• DIRECTIONS FOR THIS TASK: The lines to find are those in the entries that hold the word "heading"; copy every one of them.

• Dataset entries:

#####

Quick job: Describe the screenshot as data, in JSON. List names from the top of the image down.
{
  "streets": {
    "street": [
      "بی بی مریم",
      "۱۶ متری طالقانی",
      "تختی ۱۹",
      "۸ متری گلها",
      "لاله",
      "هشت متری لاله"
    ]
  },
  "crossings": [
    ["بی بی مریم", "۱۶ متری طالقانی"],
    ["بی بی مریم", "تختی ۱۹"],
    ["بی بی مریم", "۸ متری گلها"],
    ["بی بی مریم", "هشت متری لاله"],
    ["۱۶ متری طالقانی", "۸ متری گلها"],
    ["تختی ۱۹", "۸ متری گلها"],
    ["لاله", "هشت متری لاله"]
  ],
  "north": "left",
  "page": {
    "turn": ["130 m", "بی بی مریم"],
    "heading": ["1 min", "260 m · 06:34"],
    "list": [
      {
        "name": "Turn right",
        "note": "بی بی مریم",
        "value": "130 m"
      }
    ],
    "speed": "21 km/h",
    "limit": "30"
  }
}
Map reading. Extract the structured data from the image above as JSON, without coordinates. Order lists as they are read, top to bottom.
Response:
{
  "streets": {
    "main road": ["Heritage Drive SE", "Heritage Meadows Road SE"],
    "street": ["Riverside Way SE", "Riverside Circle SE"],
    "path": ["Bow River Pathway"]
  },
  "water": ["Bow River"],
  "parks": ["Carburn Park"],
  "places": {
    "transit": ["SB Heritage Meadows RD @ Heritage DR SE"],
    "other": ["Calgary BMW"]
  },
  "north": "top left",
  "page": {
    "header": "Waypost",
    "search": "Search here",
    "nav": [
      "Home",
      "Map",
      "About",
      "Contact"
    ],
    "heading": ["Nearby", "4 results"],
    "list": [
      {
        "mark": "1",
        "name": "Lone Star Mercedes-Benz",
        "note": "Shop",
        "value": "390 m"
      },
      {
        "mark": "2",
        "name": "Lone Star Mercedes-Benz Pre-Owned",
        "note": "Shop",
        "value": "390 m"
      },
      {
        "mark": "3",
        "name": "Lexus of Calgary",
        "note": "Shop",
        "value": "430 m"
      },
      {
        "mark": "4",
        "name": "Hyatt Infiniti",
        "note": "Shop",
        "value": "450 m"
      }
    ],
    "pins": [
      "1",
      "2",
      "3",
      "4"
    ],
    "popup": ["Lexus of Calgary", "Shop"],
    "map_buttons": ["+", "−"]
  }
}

#####

• WRITTEN RESPONSE:
    "heading": ["1 min", "260 m · 06:34"],
    "heading": ["Nearby", "4 results"],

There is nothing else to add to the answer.